Смена у Эм заканчивалась, как он понял из слов Алёны, после двенадцати. Времени оставалось — вагон, и куда его деть — он понятия не имел. Идти домой не хотелось — вдруг там Вероника? Пришлось залить бак и бесцельно кружить по городу. Дважды проехал мимо «Касабланки». Оба раза в груди коротко ёкнуло, хотя её он даже не видел. Около девяти заскочил в какую-то забегаловку, со зверским аппетитом проглотил пару четвертинок лежалой пиццы. Очень хотелось выпить, чтобы хоть немного унять волнение, но за рулём не стоило. Отец предупредил сразу: «Если поймают, ни прав, ни мотоцикла больше не увидишь».
Время ползло еле-еле, словно уснуло. Нервное же напряжение просто зашкаливало. Пальцы отбивали чечётку по пластиковой столешнице, сердце и вовсе бесновалось в груди. Пришлось купить пачку «Кэмела», чтобы раз за разом не стрелять сигареты у прохожих. И за три минувших часа он как-то незаметно её ополовинил, хотя, вообще, курил крайне редко и, в основном, по пьяной лавочке.

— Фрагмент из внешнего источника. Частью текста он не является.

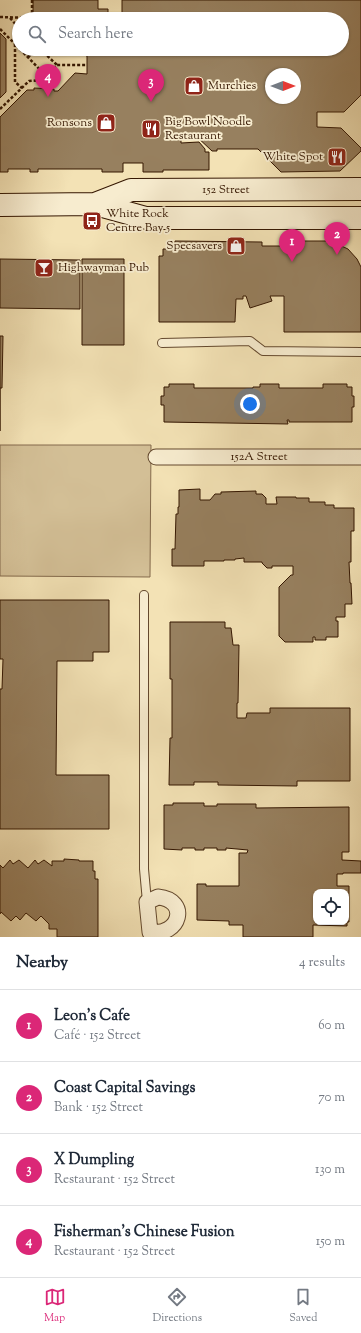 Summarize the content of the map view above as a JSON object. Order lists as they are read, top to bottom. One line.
{"streets":{"main road":["152 Street"],"street":["152A Street"]},"places":{"shop":["Murchies","Ronsons","Specsavers"],"restaurant":["Big Bowl Noodle Restaurant","White Spot"],"bus stop":["White Rock Centre Bay 5"],"bar":["Highwayman Pub"]},"north":"right","page":{"search":"Search here","pins":["4","3","2","1"],"heading":["Nearby","4 results"],"list":[{"mark":"1","name":"Leon's Cafe","note":"Café · 152 Street","value":"60 m"},{"mark":"2","name":"Coast Capital Savings","note":"Bank · 152 Street","value":"70 m"},{"mark":"3","name":"X Dumpling","note":"Restaurant · 152 Street","value":"130 m"},{"mark":"4","name":"Fisherman's Chinese Fusion","note":"Restaurant · 152 Street","value":"150 m"}],"nav":["Map","Directions","Saved"]}}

«Я на неё посмотрю, и всё пройдёт. Станет легче, спокойнее. Может, даже станет всё, как раньше».
К ресторану подъехал без четверти двенадцать. Оставил мотоцикл в закутке между двух гаражей, который приметил ещё накануне. Сам присел на лавочку под тополем — удобная позиция, хоть и далековато. Но не стоять же посреди двора на виду. К тому же, свет фонарей до лавочки не доползал, так что от ярко-освещённого входа его в такой тени никак не заметить.

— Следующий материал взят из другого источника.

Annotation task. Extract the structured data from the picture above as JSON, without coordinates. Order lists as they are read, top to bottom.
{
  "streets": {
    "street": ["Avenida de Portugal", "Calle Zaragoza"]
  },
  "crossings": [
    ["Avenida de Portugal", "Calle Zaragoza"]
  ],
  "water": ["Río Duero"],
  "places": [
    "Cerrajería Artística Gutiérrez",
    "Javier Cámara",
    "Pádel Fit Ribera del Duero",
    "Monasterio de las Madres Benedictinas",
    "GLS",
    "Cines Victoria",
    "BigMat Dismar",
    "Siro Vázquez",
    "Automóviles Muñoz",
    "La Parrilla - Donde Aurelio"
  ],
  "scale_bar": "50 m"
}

Ждать пришлось долго, зато волнение как-то само собой улеглось. В начале первого посыпал народ. Он даже привстал и чуть подался ближе — боялся, что пропустит её. Но нет, Эм среди них не было.

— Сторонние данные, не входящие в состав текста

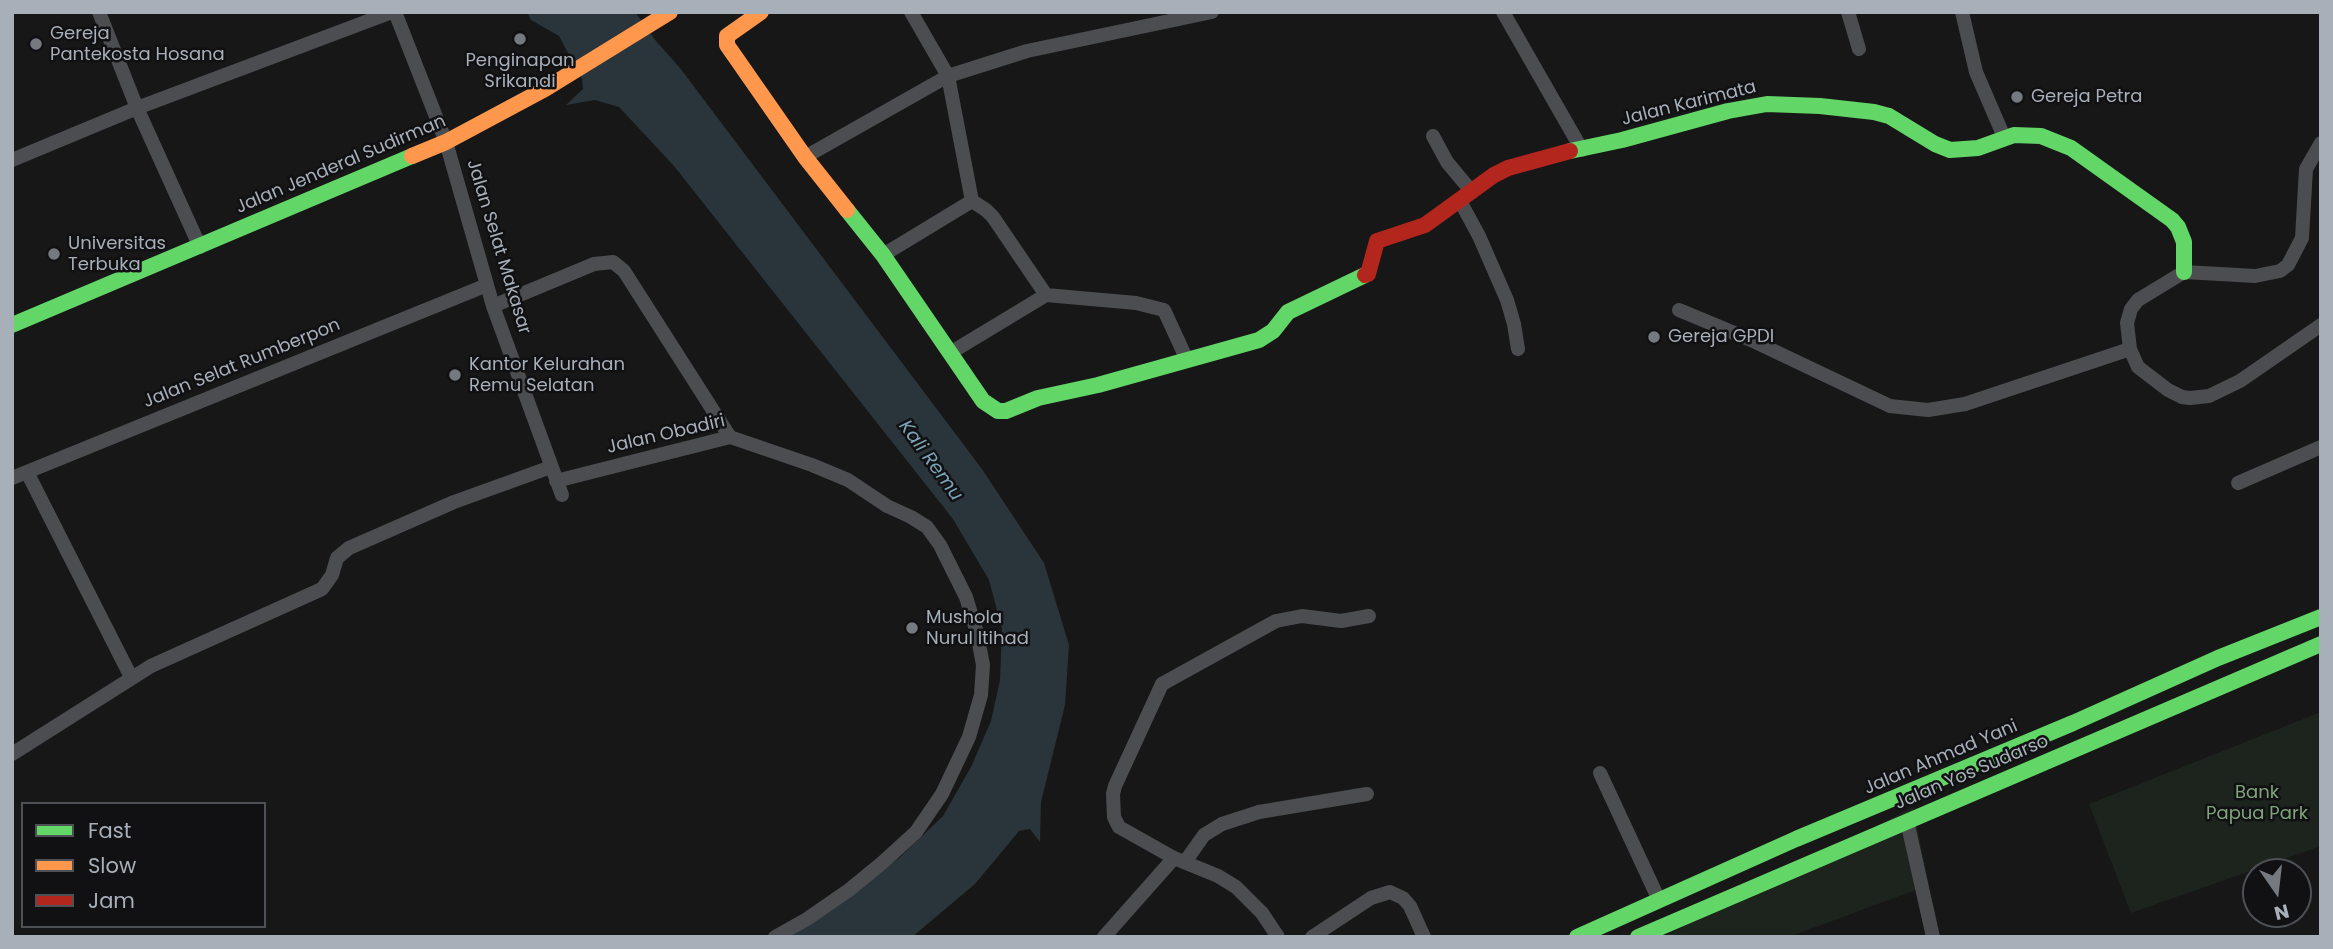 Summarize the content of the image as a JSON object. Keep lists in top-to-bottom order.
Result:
{
  "streets": {
    "main road": [
      "Jalan Karimata",
      "Jalan Jenderal Sudirman",
      "Jalan Ahmad Yani",
      "Jalan Yos Sudarso"
    ],
    "street": ["Jalan Selat Makasar", "Jalan Selat Rumberpon", "Jalan Obadiri"]
  },
  "crossings": [
    ["Jalan Jenderal Sudirman", "Jalan Selat Makasar"],
    ["Jalan Selat Makasar", "Jalan Selat Rumberpon"],
    ["Jalan Selat Makasar", "Jalan Obadiri"]
  ],
  "water": ["Kali Remu"],
  "parks": ["Bank Papua Park"],
  "places": [
    "Penginapan Srikandi",
    "Gereja Pantekosta Hosana",
    "Gereja Petra",
    "Universitas Terbuka",
    "Gereja GPDI",
    "Kantor Kelurahan Remu Selatan",
    "Mushola Nurul Itihad"
  ],
  "legend": ["Fast", "Slow", "Jam"],
  "north": "bottom"
} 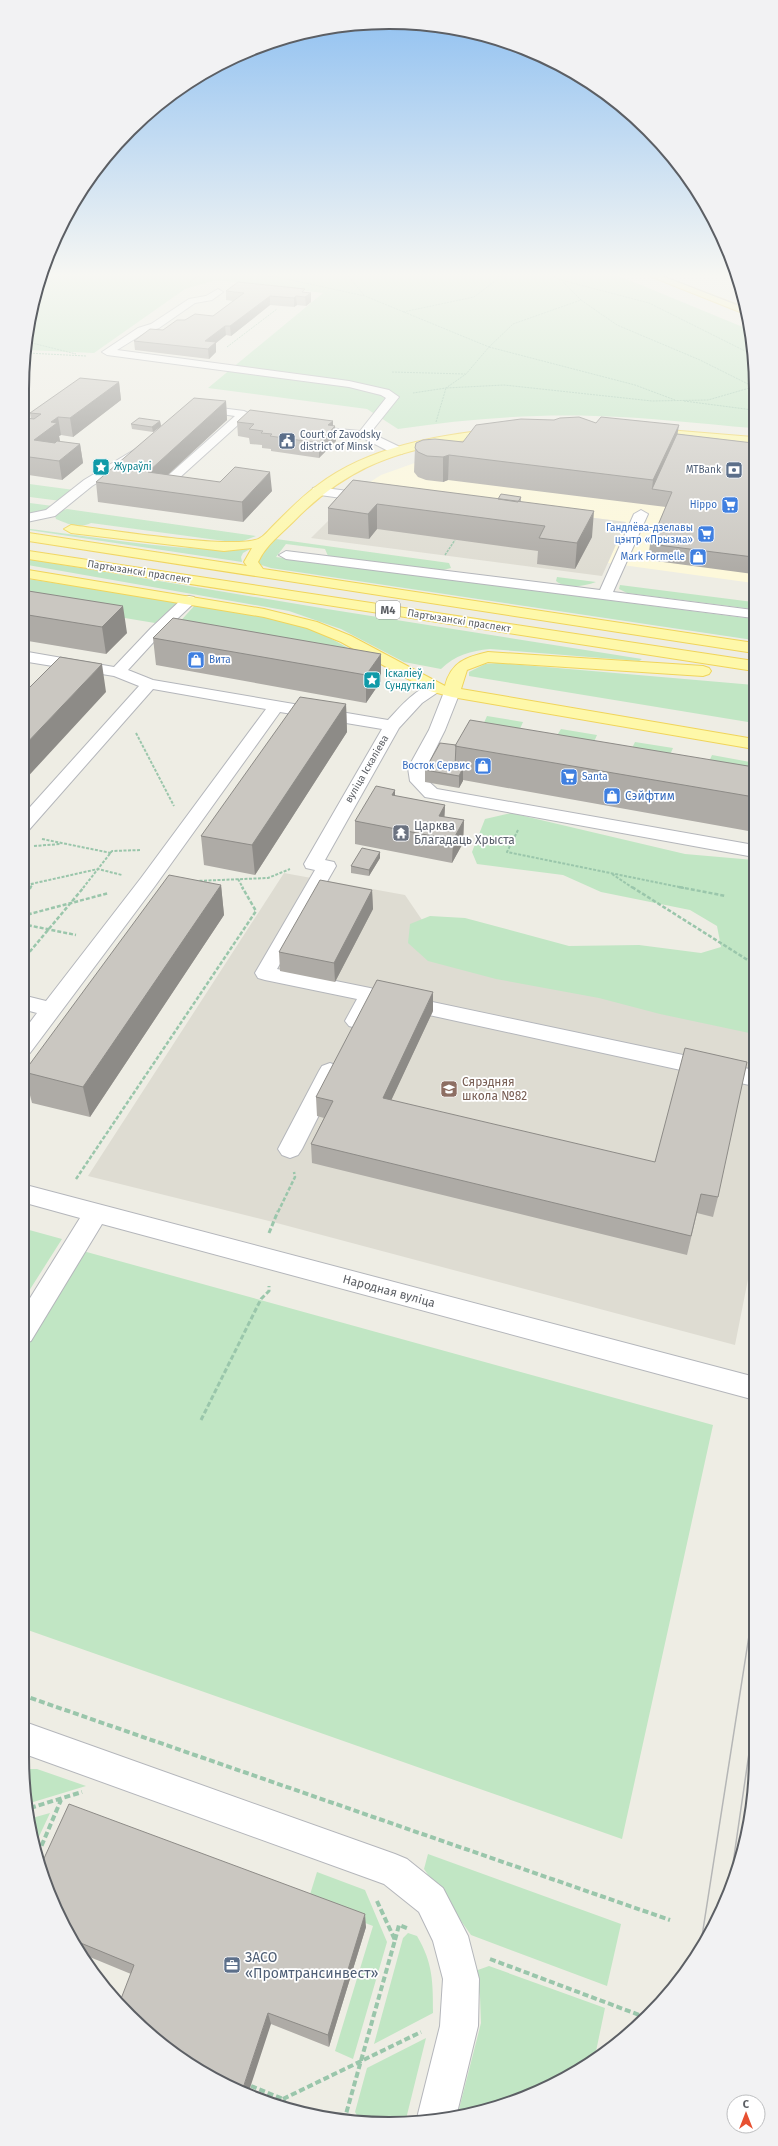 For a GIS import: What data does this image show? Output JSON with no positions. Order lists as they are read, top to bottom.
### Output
{
  "streets": {
    "main road": ["Партызанскі праспект", "М4"],
    "street": ["вуліца Іскаліева", "Народная вуліца"]
  },
  "places": {
    "public building": ["Court of Zavodsky district of Minsk"],
    "place": ["Жураўлі", "Іскаліеў Сундуткалі"],
    "bank": ["MTBank"],
    "supermarket": ["Hippo", "Гандлёва-дзелавы цэнтр «Прызма»", "Santa"],
    "shop": [
      "Mark Formelle",
      "Вита",
      "Восток Сервис",
      "Сэйфтим"
    ],
    "temple": ["Царква Благадаць Хрыста"],
    "school or university": ["Сярэдняя школа №82"],
    "office": ["ЗАСО «Промтрансинвест»"]
  },
  "north": "top"
}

Позже, ближе к часу вышли ещё двое, парень и девушка. В парне Шаламов узнал того официанта, что обслуживал их столик. Прождав ещё минут двадцать, он забеспокоился, что Эмилии вообще нет. Мало ли что случилось — заболела и не вышла или возникли какие-нибудь неотложные дела и подменилась. Да что угодно могло быть. В большинстве окон погас свет, словно подтверждая его опасения.
Когда уж он совсем отчаялся, вдруг появилась она. Так долго он её ждал, так долго тут высматривал, а всё равно вздрогнул, задохнулся от неожиданности. Она стояла в кругу света и что-то искала в сумочке. В приталенном плаще по колено она казалась совсем худенькой. Как жаль, что не видно её глаз и губ. Вот она закрыла сумочку, оправила плащ. Ещё секунда и она уйдёт.
Шаламов неосознанно, будто его влекла неведомая и непреодолимая сила, пошёл на свет, прямо к ней. Она встрепенулась, заслышав в темноте чьи-то шаги, а потом увидела его…
Глаза её расширились и казались сейчас огромными и тёмными. И столько всего в них плескалось! Потрясение, страх, боль и что-то такое щемящее, отчего спазмом перехватило горло. Он медленно приблизился. Ещё шаг, другой и вот она, близко, руку протяни и можно коснуться её волос, её лица. Но он остановился, точно его вдруг сковало оцепенение. Зато внутри, где-то в самой сердцевине толчками нарастало странное, ни на что не похожее чувство, в котором переплелись тоска и страсть, восторг и влечение, отчаяние и невыносимая мука. А всё вместе это казалось диким, мощным ураганом, который вот-вот разнесёт любые преграды в пыль и вырвется на волю.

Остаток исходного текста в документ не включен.